*EXERCISE DATA*:
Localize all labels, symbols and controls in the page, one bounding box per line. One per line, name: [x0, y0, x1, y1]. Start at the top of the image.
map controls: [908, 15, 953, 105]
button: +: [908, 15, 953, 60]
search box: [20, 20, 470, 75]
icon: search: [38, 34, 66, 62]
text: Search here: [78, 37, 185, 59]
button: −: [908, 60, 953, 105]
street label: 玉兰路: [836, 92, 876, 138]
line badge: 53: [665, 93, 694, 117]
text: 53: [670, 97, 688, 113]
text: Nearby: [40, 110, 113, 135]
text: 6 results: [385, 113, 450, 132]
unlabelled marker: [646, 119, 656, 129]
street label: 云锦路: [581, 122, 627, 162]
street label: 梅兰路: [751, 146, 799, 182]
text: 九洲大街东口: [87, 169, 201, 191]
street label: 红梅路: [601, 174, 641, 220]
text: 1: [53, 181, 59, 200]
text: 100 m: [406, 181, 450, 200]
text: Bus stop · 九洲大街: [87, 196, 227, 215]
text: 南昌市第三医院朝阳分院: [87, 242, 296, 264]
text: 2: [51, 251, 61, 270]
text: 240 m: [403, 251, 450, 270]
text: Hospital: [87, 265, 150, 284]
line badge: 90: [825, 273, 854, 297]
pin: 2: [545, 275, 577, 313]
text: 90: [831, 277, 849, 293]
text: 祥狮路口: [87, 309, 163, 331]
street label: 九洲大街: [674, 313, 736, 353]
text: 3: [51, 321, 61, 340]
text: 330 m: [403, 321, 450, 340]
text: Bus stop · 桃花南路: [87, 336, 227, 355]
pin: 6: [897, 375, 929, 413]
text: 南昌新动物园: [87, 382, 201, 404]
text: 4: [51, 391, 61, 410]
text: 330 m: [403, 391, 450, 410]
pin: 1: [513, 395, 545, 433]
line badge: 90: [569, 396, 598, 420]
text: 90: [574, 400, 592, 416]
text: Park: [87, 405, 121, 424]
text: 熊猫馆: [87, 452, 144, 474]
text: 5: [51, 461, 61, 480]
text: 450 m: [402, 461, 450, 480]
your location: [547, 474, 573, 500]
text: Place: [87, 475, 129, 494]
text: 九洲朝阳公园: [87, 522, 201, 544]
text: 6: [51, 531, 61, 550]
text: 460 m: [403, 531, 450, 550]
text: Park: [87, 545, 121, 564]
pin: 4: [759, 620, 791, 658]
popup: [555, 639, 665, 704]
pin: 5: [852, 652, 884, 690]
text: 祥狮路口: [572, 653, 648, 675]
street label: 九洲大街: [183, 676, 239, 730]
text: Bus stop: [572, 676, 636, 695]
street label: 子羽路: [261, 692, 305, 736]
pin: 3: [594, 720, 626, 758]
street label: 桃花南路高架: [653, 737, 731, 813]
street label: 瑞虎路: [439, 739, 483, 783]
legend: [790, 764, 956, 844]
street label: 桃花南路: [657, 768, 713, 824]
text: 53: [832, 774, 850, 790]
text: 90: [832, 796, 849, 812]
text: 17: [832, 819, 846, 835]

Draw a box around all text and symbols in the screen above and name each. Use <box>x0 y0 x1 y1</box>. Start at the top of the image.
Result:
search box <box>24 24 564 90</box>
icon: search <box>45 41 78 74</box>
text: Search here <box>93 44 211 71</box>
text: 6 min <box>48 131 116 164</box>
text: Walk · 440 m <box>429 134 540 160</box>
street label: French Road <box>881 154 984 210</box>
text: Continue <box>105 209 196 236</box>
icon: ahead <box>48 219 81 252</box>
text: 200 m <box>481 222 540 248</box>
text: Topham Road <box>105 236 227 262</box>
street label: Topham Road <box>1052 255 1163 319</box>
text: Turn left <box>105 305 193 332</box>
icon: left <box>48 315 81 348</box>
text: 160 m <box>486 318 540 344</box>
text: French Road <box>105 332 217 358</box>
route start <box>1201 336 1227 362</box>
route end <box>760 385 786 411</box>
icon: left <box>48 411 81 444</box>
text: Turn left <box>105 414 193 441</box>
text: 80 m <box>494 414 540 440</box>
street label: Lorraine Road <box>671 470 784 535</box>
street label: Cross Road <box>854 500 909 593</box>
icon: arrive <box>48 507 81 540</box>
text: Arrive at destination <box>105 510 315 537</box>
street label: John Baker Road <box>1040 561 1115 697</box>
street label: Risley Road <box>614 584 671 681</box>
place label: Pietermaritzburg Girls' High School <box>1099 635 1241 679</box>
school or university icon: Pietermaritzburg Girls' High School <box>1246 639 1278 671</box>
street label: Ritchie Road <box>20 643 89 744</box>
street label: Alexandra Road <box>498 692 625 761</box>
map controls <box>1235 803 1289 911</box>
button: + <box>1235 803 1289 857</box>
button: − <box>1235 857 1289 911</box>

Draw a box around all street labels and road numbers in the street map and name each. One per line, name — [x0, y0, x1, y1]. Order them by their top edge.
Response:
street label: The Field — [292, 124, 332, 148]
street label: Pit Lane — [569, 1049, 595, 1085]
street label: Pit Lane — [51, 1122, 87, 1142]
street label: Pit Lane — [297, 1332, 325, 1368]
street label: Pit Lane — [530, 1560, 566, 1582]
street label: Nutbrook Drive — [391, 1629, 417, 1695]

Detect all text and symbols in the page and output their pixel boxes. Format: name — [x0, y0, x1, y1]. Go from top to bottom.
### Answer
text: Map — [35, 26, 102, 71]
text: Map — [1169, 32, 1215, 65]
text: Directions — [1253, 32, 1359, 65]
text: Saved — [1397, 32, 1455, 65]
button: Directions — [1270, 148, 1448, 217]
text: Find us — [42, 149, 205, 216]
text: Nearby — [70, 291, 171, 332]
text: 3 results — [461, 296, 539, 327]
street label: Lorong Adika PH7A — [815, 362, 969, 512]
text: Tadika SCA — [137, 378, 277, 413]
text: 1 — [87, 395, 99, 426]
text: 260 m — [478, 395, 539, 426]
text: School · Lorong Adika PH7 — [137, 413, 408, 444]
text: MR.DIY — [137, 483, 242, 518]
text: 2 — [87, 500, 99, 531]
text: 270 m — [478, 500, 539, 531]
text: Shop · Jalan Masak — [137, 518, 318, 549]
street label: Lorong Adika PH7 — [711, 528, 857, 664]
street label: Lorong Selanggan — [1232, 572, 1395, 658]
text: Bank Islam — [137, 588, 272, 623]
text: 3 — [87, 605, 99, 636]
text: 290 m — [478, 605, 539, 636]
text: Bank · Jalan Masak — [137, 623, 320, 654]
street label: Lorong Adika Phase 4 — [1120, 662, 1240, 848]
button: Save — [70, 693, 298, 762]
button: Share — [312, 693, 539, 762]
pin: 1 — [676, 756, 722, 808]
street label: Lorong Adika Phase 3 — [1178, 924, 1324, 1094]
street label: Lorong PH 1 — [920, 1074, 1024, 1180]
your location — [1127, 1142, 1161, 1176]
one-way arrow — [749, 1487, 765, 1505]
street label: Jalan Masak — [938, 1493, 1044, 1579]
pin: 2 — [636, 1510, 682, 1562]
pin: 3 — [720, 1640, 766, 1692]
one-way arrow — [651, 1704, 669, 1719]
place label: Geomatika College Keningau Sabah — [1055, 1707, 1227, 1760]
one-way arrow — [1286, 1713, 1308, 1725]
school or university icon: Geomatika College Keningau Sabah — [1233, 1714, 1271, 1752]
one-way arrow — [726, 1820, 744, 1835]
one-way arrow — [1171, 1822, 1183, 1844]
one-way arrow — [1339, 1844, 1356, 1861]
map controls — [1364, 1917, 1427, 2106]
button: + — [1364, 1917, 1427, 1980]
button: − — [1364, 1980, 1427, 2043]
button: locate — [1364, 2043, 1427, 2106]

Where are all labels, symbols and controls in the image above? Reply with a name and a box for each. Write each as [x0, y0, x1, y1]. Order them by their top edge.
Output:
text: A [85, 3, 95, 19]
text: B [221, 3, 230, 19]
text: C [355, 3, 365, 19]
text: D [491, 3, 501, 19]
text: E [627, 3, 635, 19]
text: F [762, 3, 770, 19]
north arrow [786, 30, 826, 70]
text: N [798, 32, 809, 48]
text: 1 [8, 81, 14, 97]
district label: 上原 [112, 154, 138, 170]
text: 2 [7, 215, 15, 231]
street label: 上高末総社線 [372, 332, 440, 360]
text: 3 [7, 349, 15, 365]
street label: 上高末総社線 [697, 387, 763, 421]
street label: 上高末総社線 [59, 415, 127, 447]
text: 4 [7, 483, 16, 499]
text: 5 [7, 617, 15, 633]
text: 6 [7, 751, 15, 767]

*WORK TO BE COMPLETED*:
Leave out every line above except those from the line with "Draw a box around all street" up to and including the line with "Detect all text", and copy those exactly.

*RESPONSE AREA*:
Draw a box around all street labels and road numbers in the street map and name each. One per line, name — [x0, y0, x1, y1]. Order them by their top edge.
Response:
street label: The Field — [292, 124, 332, 148]
street label: Pit Lane — [569, 1049, 595, 1085]
street label: Pit Lane — [51, 1122, 87, 1142]
street label: Pit Lane — [297, 1332, 325, 1368]
street label: Pit Lane — [530, 1560, 566, 1582]
street label: Nutbrook Drive — [391, 1629, 417, 1695]

Detect all text and symbols in the page and output their pixel boxes. Format: name — [x0, y0, x1, y1]. Go from top to bottom.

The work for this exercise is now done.